→ Data to examine:
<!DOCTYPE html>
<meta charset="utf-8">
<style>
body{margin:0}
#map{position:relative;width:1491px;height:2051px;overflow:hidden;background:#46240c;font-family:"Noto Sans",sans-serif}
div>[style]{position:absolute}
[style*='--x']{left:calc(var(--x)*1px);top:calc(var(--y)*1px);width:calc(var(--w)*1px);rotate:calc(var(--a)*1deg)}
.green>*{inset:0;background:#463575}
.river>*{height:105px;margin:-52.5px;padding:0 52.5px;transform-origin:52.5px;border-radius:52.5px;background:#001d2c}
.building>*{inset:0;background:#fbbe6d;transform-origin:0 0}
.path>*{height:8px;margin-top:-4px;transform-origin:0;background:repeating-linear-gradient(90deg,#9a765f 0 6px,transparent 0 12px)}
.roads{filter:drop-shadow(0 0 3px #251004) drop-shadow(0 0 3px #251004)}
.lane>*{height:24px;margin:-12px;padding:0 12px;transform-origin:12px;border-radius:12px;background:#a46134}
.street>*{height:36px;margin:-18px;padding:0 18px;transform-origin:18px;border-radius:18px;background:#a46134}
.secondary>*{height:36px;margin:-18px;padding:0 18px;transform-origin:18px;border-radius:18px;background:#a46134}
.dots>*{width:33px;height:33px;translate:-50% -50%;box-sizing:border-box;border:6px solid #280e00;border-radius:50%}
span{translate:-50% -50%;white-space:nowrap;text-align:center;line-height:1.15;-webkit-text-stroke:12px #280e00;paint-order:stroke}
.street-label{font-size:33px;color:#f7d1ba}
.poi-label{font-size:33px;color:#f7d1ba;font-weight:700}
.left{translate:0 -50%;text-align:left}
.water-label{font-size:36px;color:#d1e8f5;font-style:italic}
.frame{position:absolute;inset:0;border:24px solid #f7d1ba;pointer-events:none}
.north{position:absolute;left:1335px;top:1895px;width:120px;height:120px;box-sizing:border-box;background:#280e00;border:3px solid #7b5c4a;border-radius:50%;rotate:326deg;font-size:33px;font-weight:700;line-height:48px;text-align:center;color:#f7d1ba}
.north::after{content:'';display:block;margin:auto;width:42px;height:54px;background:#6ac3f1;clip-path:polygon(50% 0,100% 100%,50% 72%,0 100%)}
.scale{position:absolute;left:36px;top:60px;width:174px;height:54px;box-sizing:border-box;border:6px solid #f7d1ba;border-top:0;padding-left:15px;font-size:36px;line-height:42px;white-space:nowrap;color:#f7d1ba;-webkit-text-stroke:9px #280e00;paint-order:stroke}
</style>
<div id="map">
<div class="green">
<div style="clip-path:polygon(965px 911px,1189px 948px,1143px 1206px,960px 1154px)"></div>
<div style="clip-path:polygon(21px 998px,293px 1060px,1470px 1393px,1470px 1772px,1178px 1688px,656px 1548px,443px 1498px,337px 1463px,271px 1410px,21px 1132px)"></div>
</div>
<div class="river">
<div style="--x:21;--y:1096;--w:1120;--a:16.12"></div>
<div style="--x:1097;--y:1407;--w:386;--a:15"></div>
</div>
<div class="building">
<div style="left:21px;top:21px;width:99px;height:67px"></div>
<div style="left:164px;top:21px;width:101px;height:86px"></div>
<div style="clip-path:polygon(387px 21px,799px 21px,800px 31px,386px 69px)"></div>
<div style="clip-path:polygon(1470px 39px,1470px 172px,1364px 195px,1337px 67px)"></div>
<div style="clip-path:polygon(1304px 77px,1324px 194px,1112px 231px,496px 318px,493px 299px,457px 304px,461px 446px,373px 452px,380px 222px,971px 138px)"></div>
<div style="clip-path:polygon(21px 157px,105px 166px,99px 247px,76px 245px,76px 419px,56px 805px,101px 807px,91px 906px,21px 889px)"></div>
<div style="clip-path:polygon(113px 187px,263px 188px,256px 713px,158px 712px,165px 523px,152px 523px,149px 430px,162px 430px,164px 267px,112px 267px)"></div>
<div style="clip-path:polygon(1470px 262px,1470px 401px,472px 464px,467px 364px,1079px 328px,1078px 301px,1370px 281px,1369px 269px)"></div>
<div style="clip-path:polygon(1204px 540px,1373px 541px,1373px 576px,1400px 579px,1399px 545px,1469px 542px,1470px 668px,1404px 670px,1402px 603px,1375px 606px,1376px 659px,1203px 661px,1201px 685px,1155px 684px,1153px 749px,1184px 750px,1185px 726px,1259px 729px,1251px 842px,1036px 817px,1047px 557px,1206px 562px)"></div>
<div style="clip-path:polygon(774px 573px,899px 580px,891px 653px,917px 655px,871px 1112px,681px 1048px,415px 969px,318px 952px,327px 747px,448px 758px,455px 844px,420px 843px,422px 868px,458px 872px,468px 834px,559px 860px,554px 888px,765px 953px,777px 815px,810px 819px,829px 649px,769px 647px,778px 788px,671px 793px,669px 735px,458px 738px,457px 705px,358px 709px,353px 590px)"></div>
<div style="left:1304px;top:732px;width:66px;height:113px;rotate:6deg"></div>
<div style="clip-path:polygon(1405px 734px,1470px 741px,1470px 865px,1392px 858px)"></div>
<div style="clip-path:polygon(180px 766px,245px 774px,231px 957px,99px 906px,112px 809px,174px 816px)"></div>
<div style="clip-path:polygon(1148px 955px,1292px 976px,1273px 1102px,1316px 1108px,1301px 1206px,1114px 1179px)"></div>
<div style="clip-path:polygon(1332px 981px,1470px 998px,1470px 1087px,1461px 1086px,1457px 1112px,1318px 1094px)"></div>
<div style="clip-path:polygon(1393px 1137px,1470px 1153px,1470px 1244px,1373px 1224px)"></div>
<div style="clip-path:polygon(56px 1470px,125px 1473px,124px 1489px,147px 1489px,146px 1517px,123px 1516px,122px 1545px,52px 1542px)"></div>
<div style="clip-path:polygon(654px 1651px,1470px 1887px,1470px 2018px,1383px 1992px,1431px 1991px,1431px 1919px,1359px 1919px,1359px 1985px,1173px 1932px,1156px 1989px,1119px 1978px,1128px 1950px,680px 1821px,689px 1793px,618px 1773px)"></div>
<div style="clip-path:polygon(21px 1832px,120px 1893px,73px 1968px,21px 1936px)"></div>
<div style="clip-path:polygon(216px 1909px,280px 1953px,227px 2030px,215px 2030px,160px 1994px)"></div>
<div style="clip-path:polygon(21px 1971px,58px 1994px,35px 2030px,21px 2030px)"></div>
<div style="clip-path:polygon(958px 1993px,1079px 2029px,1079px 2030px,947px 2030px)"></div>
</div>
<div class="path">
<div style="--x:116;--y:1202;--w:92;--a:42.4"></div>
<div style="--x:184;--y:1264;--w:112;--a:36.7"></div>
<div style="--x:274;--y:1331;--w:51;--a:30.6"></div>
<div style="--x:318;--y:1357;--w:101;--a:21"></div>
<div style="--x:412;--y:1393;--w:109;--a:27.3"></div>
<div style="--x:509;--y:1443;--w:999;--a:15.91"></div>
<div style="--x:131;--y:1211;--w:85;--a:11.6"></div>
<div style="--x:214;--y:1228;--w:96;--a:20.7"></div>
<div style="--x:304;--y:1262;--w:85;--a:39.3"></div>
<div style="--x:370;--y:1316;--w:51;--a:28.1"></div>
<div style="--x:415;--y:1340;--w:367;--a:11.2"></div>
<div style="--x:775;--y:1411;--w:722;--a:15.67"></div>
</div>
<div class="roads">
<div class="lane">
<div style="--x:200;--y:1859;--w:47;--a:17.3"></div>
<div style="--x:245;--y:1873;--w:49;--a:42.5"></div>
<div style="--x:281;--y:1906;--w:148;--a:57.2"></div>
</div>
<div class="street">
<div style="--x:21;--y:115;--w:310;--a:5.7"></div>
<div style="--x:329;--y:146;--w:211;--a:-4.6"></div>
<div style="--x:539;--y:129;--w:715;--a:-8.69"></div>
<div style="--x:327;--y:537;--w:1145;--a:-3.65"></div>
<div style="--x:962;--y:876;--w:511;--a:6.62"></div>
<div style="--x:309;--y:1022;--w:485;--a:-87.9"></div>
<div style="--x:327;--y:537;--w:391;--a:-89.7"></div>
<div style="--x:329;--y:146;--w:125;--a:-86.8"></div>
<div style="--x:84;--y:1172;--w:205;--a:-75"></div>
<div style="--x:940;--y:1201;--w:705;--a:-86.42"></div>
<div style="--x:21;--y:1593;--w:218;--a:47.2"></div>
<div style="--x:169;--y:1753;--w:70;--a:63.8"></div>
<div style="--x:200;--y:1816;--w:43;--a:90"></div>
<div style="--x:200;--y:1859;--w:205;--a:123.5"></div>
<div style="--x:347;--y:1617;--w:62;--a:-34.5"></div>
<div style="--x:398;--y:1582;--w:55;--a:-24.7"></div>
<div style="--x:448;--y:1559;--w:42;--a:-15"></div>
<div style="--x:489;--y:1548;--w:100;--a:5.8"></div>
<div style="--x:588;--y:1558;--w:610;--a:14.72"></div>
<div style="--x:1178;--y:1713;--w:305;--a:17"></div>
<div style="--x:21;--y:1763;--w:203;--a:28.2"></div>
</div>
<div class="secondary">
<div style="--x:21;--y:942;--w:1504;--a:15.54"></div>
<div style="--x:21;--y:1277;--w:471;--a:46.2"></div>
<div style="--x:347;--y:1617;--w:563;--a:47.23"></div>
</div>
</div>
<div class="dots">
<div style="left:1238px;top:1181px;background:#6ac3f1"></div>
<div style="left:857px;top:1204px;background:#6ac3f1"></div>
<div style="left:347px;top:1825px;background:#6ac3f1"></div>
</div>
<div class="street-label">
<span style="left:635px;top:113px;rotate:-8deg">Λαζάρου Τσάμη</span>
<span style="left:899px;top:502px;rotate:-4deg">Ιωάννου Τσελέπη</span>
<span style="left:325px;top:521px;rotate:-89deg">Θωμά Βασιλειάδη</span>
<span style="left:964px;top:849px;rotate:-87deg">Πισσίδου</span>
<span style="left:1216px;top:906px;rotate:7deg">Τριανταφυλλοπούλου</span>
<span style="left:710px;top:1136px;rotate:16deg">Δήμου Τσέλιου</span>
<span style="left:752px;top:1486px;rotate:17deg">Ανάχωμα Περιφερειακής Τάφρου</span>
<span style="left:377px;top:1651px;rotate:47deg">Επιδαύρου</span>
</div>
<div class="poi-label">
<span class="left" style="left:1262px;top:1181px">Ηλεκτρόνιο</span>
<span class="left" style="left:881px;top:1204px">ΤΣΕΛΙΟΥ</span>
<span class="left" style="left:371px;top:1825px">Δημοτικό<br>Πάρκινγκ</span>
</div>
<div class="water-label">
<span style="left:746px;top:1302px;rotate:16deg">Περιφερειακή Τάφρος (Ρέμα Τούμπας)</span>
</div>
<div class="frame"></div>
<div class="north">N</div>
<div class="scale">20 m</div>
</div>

→ Problem description: Return every line of the entries above that the string "river" appears in.

→ Output:
.river>*{height:105px;margin:-52.5px;padding:0 52.5px;transform-origin:52.5px;border-radius:52.5px;background:#001d2c}
<div class="river">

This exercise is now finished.